The post New Study: Does Cannabis Increase Risk of Heart Attacks, Or Is This Bad Research? appeared first on CBD Testers.

Best Cannabis Stocks To Invest In This Fall 2021

The cannabis industry is expected to double in total value over the next 3 years, with legal products sales estimated to top $43 billion. That said, right now is prime time to invest and venture capitalists are taking note. Naturally, being an incipient market, there are numerous investment risks to take into consideration so it is important to have a good understanding of industry operations and patterns beforehand.

It can take some time to get educated in all the innerworkings of the complicated and everchanging cannabis industry, so until then, you can check out some of the current top stocks from our list and see if any are a right fit for you.

The cannabis industry is still relatively new, but growing at exponential rates. That’s why now is the perfect time to consider investing. If you’d like to learn more about the industry, make sure to subscribe to The Medical Cannabis Weekly Newsletter, your top-source for all things cannabis-related including more articles like this one and exclusive deals on various legal products.

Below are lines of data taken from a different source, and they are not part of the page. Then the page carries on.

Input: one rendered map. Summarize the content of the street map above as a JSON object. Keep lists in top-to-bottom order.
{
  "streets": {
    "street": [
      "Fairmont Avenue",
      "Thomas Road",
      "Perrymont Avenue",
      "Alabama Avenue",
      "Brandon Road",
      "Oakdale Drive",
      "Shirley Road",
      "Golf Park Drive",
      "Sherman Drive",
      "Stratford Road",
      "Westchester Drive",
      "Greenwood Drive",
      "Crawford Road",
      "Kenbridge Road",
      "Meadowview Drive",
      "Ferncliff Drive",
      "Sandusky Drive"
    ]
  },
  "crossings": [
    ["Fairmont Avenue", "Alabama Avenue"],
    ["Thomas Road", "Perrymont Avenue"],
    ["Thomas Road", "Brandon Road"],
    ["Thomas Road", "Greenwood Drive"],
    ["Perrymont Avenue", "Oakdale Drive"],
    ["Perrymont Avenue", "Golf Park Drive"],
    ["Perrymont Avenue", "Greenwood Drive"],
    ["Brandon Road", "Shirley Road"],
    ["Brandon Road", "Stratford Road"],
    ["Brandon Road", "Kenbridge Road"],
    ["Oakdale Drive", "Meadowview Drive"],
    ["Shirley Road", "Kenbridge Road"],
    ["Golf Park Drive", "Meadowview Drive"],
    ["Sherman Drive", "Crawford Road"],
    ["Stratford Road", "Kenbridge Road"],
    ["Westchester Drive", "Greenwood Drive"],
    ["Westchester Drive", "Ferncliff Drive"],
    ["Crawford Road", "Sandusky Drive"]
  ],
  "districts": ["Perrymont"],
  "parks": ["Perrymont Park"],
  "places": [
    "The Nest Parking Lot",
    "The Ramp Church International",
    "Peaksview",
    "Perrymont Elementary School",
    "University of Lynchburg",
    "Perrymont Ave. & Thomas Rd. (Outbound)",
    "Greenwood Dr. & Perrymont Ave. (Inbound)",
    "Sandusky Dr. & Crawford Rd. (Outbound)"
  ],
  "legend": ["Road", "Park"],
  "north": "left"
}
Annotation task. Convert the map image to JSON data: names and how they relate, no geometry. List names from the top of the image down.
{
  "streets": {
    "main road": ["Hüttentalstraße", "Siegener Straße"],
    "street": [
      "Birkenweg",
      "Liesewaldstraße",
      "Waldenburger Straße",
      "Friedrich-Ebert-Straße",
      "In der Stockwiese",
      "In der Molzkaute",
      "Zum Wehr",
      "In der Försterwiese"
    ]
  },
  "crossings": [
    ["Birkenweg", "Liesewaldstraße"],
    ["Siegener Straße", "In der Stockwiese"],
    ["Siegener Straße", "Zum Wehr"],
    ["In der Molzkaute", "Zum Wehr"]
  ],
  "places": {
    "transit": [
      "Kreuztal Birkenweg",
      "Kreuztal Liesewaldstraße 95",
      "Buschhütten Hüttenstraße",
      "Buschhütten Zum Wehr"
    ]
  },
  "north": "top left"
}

1. Innovative Industrial Properties

Innovative Industrial Properties (NYSE:IIPR) is probably a name you’re already familiar with, as it’s well known, well performing, and somewhat unique in the industry. This company doesn’t deal directly with cannabis products nor is it really an ancillary company. Rather, it’s a real estate investment trust that specializes in the management of cannabis cultivation facilities, which it leases to growers across the US.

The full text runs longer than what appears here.